MessyMem : une mémoire acquise par la pratique pour la manipulation mobile
Un système baptisé MessyMem, décrit dans un article publié sur arXiv (identifiant 2609.15976v1, version initiale de septembre 2026), s'attaque à un problème concret de la manipulation mobile : les robots qui interviennent dans plusieurs pièces et à plusieurs reprises n'accumulent aujourd'hui aucune connaissance persistante d'une visite à l'autre, par exemple qu'un placard est verrouillé ou qu'un objet se trouve dans un tiroir précis. MessyMem construit et maintient un graphe de scène 3D spatialement ancré, listant objets et emplacements, qu'il enrichit avec des propriétés et des résultats appris par interaction, et qu'il relie à des observations visuelles pour permettre un rappel précis.
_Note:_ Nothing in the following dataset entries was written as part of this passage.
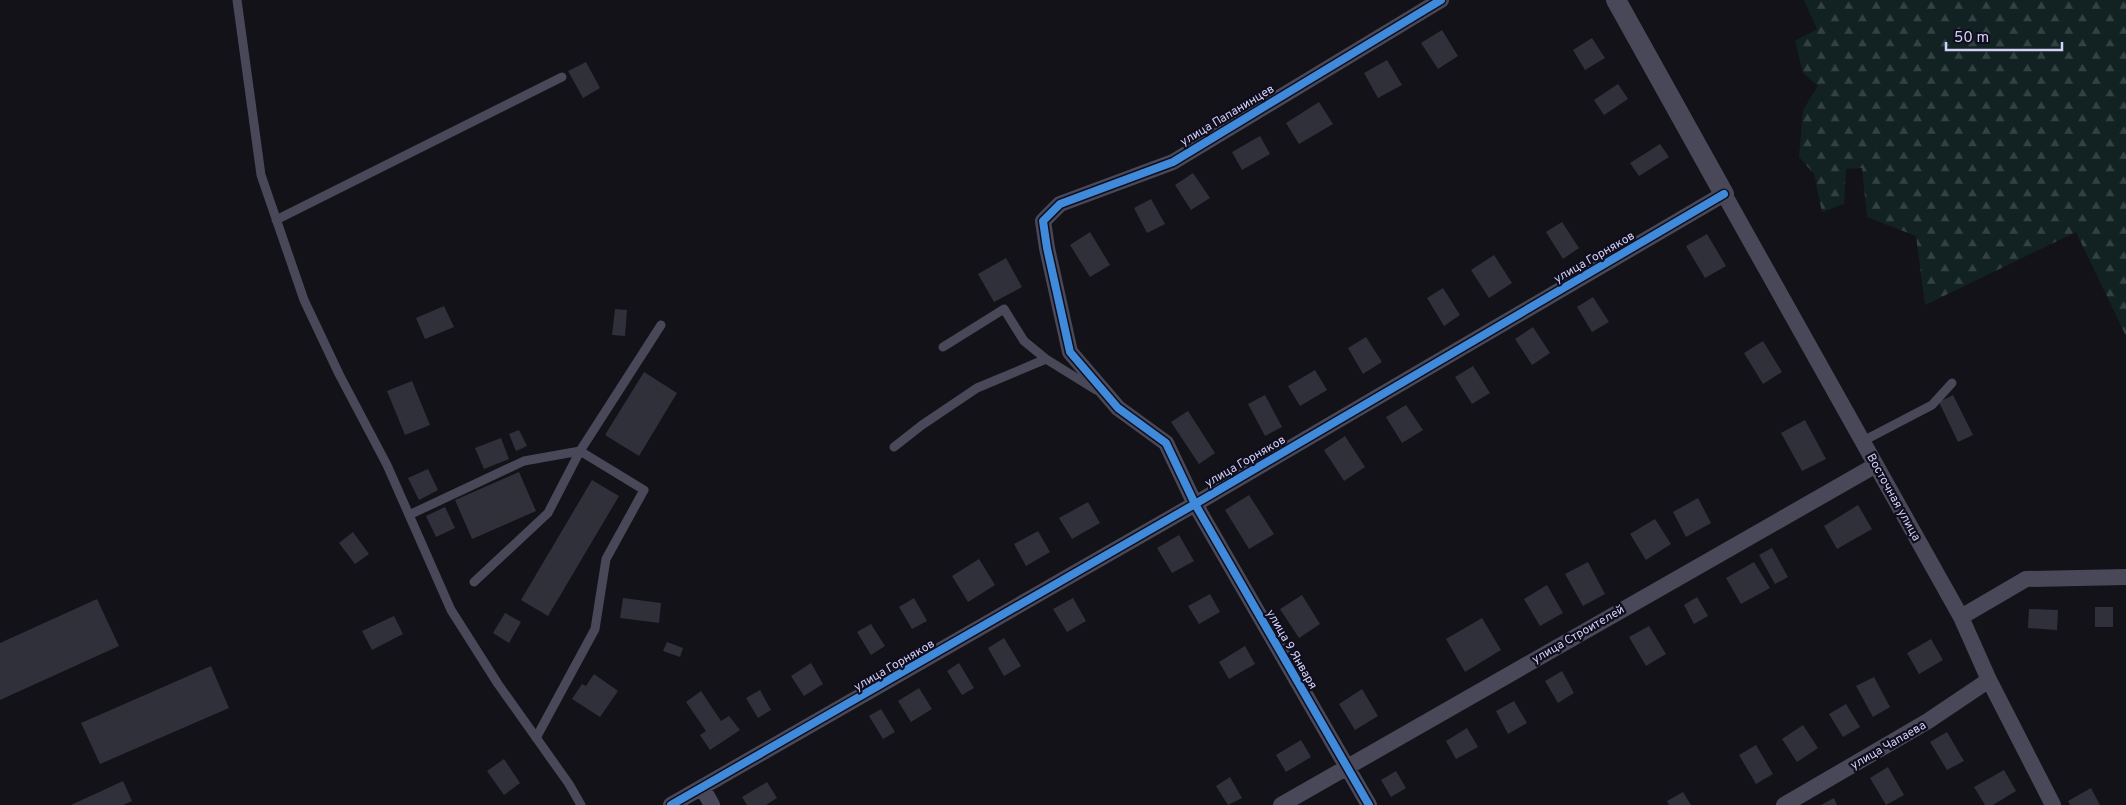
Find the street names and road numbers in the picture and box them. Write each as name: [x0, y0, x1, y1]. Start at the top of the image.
street label: улица Папанинцев: [1177, 81, 1278, 150]
street label: улица Горняков: [1551, 228, 1638, 287]
street label: улица Горняков: [1202, 432, 1289, 491]
street label: Восточная улица: [1862, 451, 1924, 544]
street label: улица Строителей: [1529, 602, 1628, 668]
street label: улица 9 Января: [1262, 607, 1320, 692]
street label: улица Горняков: [851, 636, 938, 695]
street label: улица Чапаева: [1848, 718, 1929, 774]

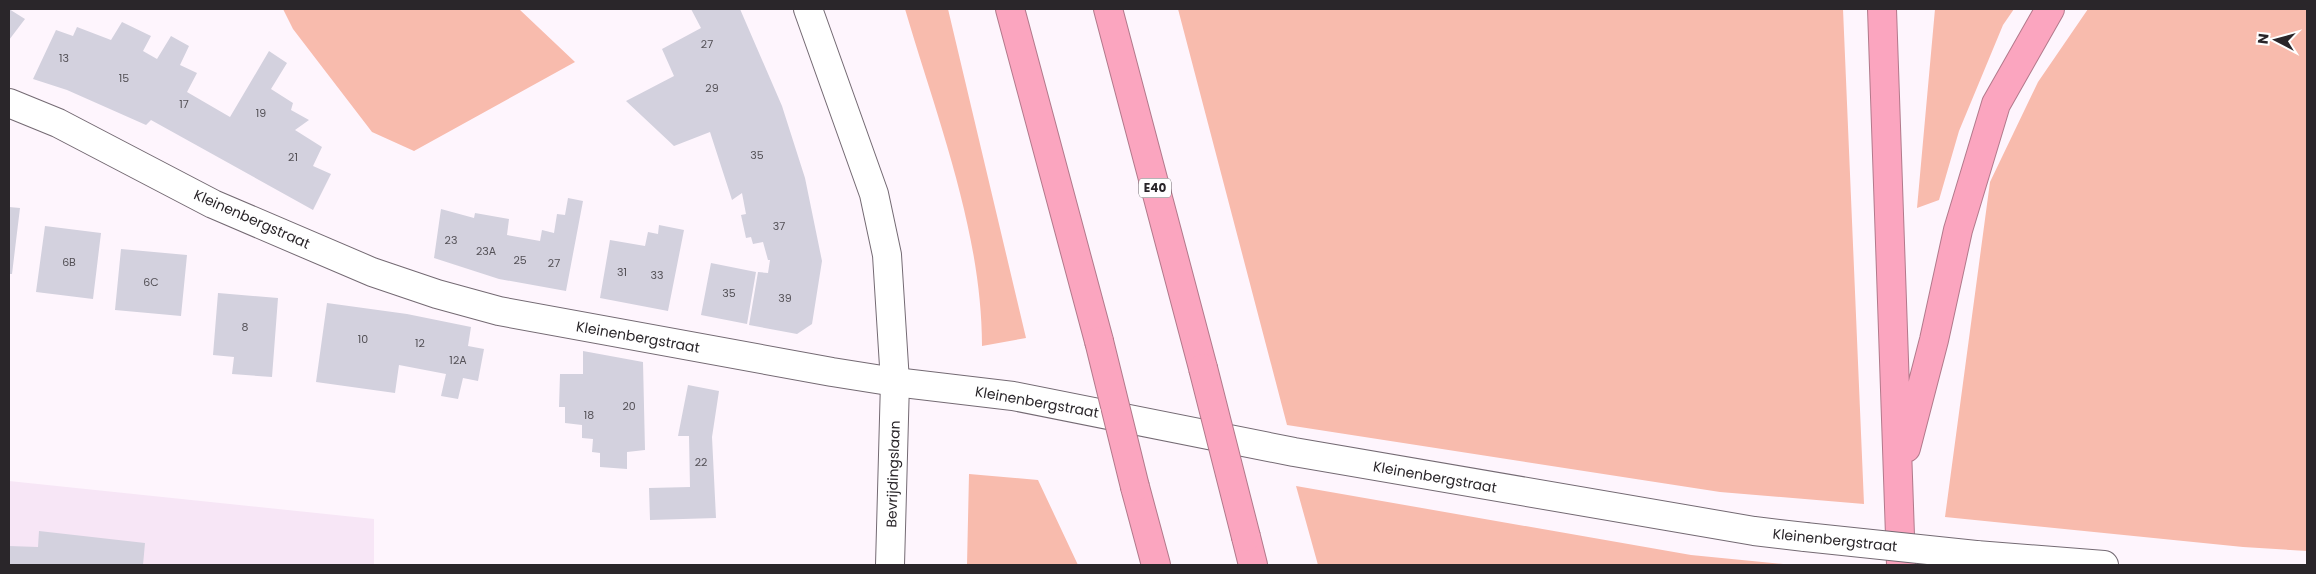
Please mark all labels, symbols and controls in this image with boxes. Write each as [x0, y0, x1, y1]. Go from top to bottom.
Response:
north arrow [2251, 15, 2301, 65]
text: N [2253, 32, 2274, 45]
house number: 27 [701, 36, 713, 52]
house number: 13 [59, 50, 69, 66]
house number: 15 [119, 70, 129, 86]
house number: 29 [705, 80, 719, 96]
house number: 17 [179, 96, 189, 112]
house number: 19 [256, 105, 266, 121]
house number: 35 [750, 147, 764, 163]
house number: 21 [288, 149, 298, 165]
road number: E40 [1139, 178, 1171, 198]
street label: Kleinenbergstraat [191, 184, 313, 254]
house number: 37 [773, 218, 785, 234]
house number: 23 [445, 232, 457, 248]
house number: 23A [476, 243, 497, 259]
house number: 25 [513, 252, 527, 268]
house number: 6B [62, 254, 76, 270]
house number: 27 [548, 255, 560, 271]
house number: 31 [617, 264, 627, 280]
house number: 33 [651, 267, 663, 283]
house number: 6C [143, 274, 159, 290]
house number: 35 [722, 285, 736, 301]
house number: 39 [778, 290, 792, 306]
street label: Kleinenbergstraat [575, 316, 701, 358]
house number: 8 [242, 319, 249, 335]
house number: 10 [358, 331, 368, 347]
house number: 12 [415, 335, 425, 351]
house number: 12A [449, 352, 467, 368]
street label: Kleinenbergstraat [974, 381, 1100, 423]
house number: 20 [622, 398, 636, 414]
house number: 18 [584, 407, 594, 423]
street label: Bevrijdingslaan [881, 420, 905, 528]
house number: 22 [695, 454, 707, 470]
street label: Kleinenbergstraat [1372, 456, 1498, 498]
street label: Kleinenbergstraat [1772, 524, 1898, 556]

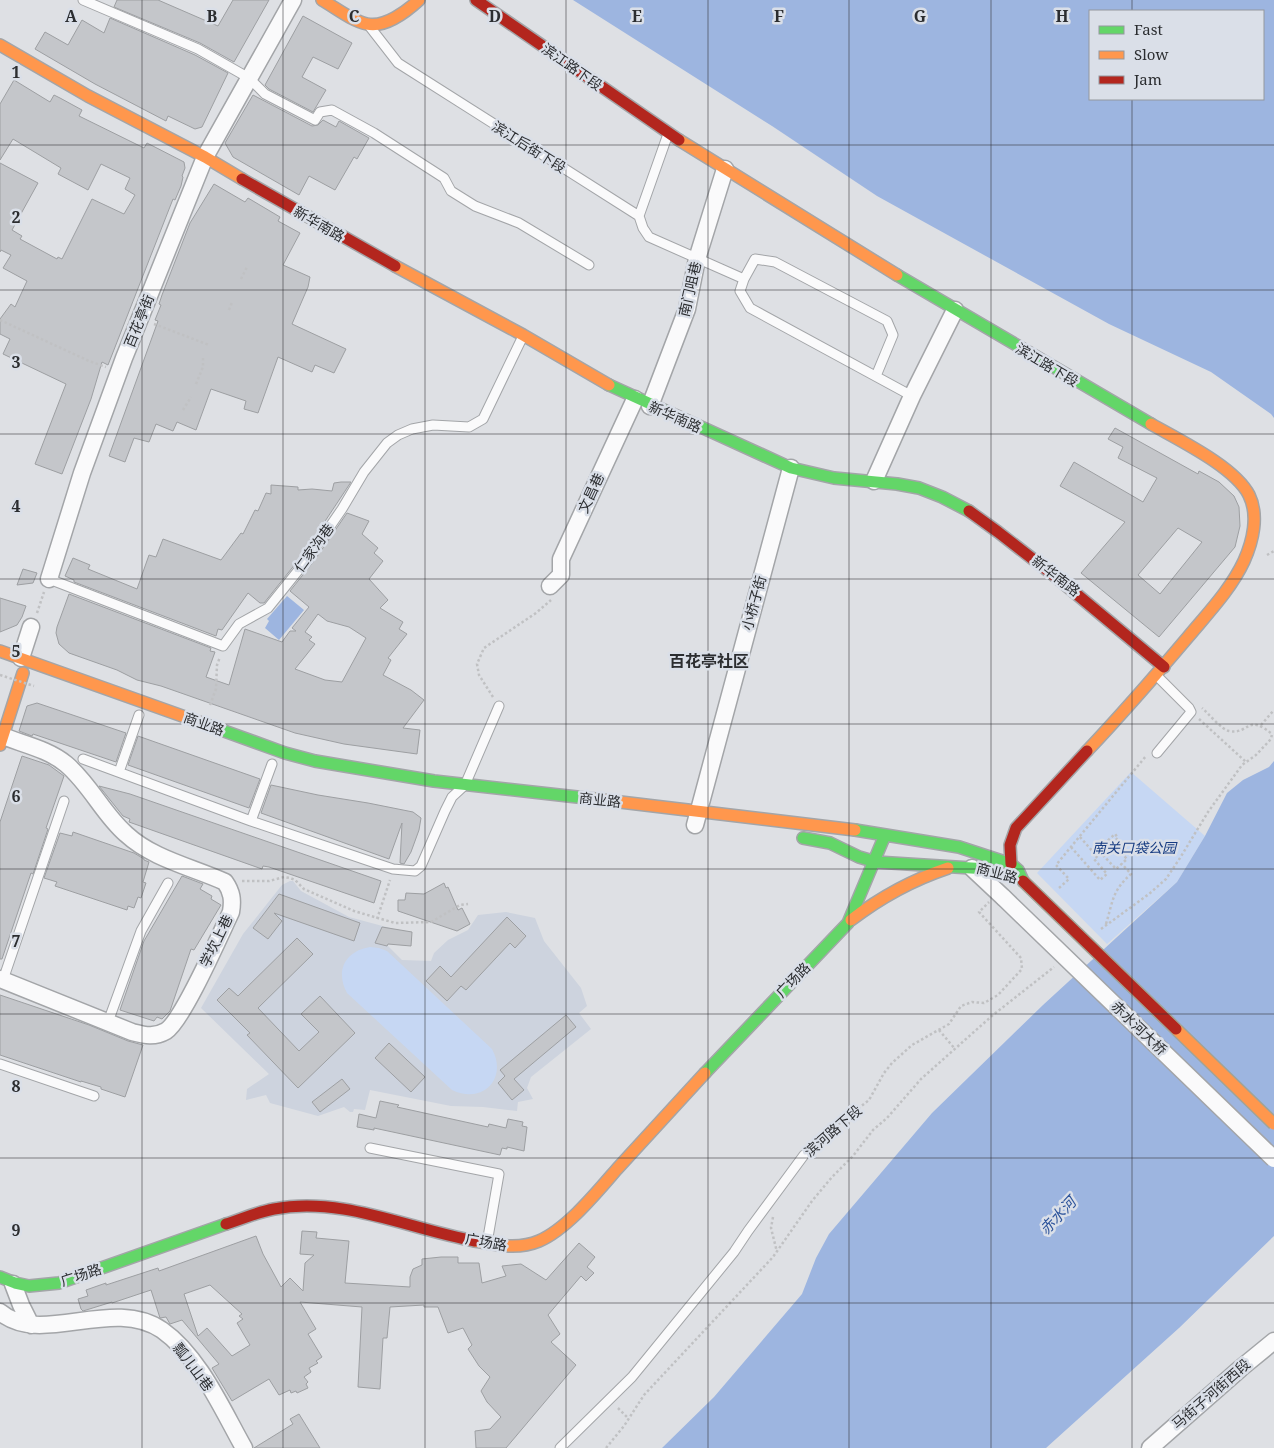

Les auteurs l'ont testé en simulation, sur une séquence continue de 25 tâches s'étalant sur plus de 3 heures, où le système atteint 80,0 % de progression des tâches, soit 14,8 points de pourcentage de mieux que la meilleure variante ablationnée du système et 28,9 points de mieux que la meilleure méthode externe comparée. Le système parvient à retrouver des preuves pertinentes parmi des milliers d'images clés stockées, remontant à plus d'une heure dans le passé. Un test complémentaire a également été mené sur un manipulateur mobile réel, sans que l'abstract ne détaille de métriques chiffrées équivalentes pour cette partie.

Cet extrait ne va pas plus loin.